▸ Information:
# # #
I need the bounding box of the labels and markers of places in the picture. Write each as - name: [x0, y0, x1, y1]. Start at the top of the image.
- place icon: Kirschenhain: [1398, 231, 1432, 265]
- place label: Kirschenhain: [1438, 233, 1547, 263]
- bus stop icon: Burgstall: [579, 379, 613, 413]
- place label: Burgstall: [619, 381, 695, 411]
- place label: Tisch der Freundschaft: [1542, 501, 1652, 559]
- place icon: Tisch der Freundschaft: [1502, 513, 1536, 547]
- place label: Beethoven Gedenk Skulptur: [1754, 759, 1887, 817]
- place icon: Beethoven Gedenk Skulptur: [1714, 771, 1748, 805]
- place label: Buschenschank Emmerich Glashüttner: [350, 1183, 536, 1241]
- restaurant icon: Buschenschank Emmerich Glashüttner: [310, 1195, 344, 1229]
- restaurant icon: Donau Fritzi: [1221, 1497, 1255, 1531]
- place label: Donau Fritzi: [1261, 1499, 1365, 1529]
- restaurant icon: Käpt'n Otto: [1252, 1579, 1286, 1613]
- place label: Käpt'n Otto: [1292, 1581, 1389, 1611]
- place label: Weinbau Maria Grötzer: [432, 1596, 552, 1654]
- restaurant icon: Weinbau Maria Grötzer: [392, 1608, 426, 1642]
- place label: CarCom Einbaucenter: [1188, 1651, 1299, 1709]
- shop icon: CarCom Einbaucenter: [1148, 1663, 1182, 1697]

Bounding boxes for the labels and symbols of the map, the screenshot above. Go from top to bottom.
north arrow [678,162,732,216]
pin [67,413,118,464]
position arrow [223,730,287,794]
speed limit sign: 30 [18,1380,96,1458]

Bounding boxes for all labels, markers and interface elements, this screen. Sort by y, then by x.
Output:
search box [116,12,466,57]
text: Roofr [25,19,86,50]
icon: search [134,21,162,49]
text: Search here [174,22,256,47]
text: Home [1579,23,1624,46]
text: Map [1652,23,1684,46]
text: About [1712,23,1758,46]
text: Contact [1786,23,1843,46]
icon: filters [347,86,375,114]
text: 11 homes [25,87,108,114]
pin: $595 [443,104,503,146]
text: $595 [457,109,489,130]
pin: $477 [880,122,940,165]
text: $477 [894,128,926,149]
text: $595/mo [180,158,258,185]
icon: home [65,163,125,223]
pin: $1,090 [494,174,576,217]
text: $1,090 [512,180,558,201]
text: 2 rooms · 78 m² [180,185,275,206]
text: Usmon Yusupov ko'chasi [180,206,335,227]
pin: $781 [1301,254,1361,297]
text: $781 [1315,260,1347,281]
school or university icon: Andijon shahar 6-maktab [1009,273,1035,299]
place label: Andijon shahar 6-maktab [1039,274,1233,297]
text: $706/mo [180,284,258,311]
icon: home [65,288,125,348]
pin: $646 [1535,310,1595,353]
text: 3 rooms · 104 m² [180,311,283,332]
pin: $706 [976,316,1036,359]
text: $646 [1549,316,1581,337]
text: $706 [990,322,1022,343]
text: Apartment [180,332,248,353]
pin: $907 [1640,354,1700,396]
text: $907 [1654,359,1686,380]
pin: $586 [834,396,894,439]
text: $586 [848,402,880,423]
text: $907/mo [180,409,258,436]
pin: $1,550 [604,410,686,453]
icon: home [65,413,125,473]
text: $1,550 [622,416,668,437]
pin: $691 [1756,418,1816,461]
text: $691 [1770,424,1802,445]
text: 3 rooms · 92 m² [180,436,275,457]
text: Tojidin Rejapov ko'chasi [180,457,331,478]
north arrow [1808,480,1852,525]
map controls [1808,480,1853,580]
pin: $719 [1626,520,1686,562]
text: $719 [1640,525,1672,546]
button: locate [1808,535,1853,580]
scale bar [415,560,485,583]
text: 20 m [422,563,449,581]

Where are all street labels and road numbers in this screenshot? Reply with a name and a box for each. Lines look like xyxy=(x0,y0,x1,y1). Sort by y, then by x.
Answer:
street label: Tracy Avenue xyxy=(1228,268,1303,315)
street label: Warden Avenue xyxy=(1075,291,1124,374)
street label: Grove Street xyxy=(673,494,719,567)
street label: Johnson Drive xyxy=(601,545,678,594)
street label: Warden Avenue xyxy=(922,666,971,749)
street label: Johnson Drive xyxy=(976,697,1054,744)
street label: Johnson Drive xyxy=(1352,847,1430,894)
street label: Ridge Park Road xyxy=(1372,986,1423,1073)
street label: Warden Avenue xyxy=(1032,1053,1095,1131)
# # #
▸ Work required: Please print the records above exactly, leaving nothing out.

▸ Answer for this exercise:
I need the bounding box of the labels and markers of places in the picture. Write each as - name: [x0, y0, x1, y1]. Start at the top of the image.
- place icon: Kirschenhain: [1398, 231, 1432, 265]
- place label: Kirschenhain: [1438, 233, 1547, 263]
- bus stop icon: Burgstall: [579, 379, 613, 413]
- place label: Burgstall: [619, 381, 695, 411]
- place label: Tisch der Freundschaft: [1542, 501, 1652, 559]
- place icon: Tisch der Freundschaft: [1502, 513, 1536, 547]
- place label: Beethoven Gedenk Skulptur: [1754, 759, 1887, 817]
- place icon: Beethoven Gedenk Skulptur: [1714, 771, 1748, 805]
- place label: Buschenschank Emmerich Glashüttner: [350, 1183, 536, 1241]
- restaurant icon: Buschenschank Emmerich Glashüttner: [310, 1195, 344, 1229]
- restaurant icon: Donau Fritzi: [1221, 1497, 1255, 1531]
- place label: Donau Fritzi: [1261, 1499, 1365, 1529]
- restaurant icon: Käpt'n Otto: [1252, 1579, 1286, 1613]
- place label: Käpt'n Otto: [1292, 1581, 1389, 1611]
- place label: Weinbau Maria Grötzer: [432, 1596, 552, 1654]
- restaurant icon: Weinbau Maria Grötzer: [392, 1608, 426, 1642]
- place label: CarCom Einbaucenter: [1188, 1651, 1299, 1709]
- shop icon: CarCom Einbaucenter: [1148, 1663, 1182, 1697]

Bounding boxes for the labels and symbols of the map, the screenshot above. Go from top to bottom.
north arrow [678,162,732,216]
pin [67,413,118,464]
position arrow [223,730,287,794]
speed limit sign: 30 [18,1380,96,1458]

Bounding boxes for all labels, markers and interface elements, this screen. Sort by y, then by x.
Output:
search box [116,12,466,57]
text: Roofr [25,19,86,50]
icon: search [134,21,162,49]
text: Search here [174,22,256,47]
text: Home [1579,23,1624,46]
text: Map [1652,23,1684,46]
text: About [1712,23,1758,46]
text: Contact [1786,23,1843,46]
icon: filters [347,86,375,114]
text: 11 homes [25,87,108,114]
pin: $595 [443,104,503,146]
text: $595 [457,109,489,130]
pin: $477 [880,122,940,165]
text: $477 [894,128,926,149]
text: $595/mo [180,158,258,185]
icon: home [65,163,125,223]
pin: $1,090 [494,174,576,217]
text: $1,090 [512,180,558,201]
text: 2 rooms · 78 m² [180,185,275,206]
text: Usmon Yusupov ko'chasi [180,206,335,227]
pin: $781 [1301,254,1361,297]
text: $781 [1315,260,1347,281]
school or university icon: Andijon shahar 6-maktab [1009,273,1035,299]
place label: Andijon shahar 6-maktab [1039,274,1233,297]
text: $706/mo [180,284,258,311]
icon: home [65,288,125,348]
pin: $646 [1535,310,1595,353]
text: 3 rooms · 104 m² [180,311,283,332]
pin: $706 [976,316,1036,359]
text: $646 [1549,316,1581,337]
text: $706 [990,322,1022,343]
text: Apartment [180,332,248,353]
pin: $907 [1640,354,1700,396]
text: $907 [1654,359,1686,380]
pin: $586 [834,396,894,439]
text: $586 [848,402,880,423]
text: $907/mo [180,409,258,436]
pin: $1,550 [604,410,686,453]
icon: home [65,413,125,473]
text: $1,550 [622,416,668,437]
pin: $691 [1756,418,1816,461]
text: $691 [1770,424,1802,445]
text: 3 rooms · 92 m² [180,436,275,457]
text: Tojidin Rejapov ko'chasi [180,457,331,478]
north arrow [1808,480,1852,525]
map controls [1808,480,1853,580]
pin: $719 [1626,520,1686,562]
text: $719 [1640,525,1672,546]
button: locate [1808,535,1853,580]
scale bar [415,560,485,583]
text: 20 m [422,563,449,581]

Where are all street labels and road numbers in this screenshot? Reply with a name and a box for each. Lines look like xyxy=(x0,y0,x1,y1). Sort by y, then by x.
Answer:
street label: Tracy Avenue xyxy=(1228,268,1303,315)
street label: Warden Avenue xyxy=(1075,291,1124,374)
street label: Grove Street xyxy=(673,494,719,567)
street label: Johnson Drive xyxy=(601,545,678,594)
street label: Warden Avenue xyxy=(922,666,971,749)
street label: Johnson Drive xyxy=(976,697,1054,744)
street label: Johnson Drive xyxy=(1352,847,1430,894)
street label: Ridge Park Road xyxy=(1372,986,1423,1073)
street label: Warden Avenue xyxy=(1032,1053,1095,1131)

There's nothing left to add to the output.